» **Prompt**
When a line of the entries below contains "positions", it counts once; state how many such lines there are and nothing else.

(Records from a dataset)
____________________

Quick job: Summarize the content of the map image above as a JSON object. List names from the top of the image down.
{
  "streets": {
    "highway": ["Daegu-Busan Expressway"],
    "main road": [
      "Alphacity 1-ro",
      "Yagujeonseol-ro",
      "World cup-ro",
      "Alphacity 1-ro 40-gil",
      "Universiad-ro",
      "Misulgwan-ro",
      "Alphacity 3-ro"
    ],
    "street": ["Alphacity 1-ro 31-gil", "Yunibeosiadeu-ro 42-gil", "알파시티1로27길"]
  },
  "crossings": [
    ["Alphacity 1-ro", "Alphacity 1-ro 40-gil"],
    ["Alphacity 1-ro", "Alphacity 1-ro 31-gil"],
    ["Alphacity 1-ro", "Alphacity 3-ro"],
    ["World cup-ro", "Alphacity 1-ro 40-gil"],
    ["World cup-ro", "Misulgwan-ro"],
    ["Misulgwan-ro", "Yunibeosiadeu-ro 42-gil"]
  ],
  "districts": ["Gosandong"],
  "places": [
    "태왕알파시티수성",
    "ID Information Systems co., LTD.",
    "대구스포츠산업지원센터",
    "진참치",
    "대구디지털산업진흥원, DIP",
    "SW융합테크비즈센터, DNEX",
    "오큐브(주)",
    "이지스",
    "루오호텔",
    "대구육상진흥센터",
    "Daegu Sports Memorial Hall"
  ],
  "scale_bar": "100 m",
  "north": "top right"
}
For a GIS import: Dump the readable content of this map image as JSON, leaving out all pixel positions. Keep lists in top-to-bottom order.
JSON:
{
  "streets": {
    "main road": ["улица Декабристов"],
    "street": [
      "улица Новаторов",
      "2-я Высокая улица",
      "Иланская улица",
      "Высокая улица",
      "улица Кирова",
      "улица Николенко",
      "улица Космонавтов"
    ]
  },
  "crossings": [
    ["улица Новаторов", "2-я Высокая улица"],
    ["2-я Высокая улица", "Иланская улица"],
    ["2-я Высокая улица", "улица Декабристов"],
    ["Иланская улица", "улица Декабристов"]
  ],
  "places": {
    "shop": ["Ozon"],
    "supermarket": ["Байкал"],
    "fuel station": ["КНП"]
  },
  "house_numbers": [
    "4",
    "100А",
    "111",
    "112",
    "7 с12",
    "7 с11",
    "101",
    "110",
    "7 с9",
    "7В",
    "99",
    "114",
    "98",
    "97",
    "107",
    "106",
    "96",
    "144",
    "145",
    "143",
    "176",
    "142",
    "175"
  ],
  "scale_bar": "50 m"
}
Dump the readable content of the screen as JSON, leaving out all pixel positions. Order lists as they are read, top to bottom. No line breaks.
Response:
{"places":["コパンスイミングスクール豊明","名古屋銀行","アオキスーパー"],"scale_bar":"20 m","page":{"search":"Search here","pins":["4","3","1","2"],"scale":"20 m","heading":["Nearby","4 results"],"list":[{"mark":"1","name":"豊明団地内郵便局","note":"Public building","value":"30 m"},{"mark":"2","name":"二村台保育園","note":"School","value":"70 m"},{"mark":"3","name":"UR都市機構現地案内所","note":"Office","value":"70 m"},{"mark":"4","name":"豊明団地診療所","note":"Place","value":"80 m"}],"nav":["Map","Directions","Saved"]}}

____________________

» **Task response**
2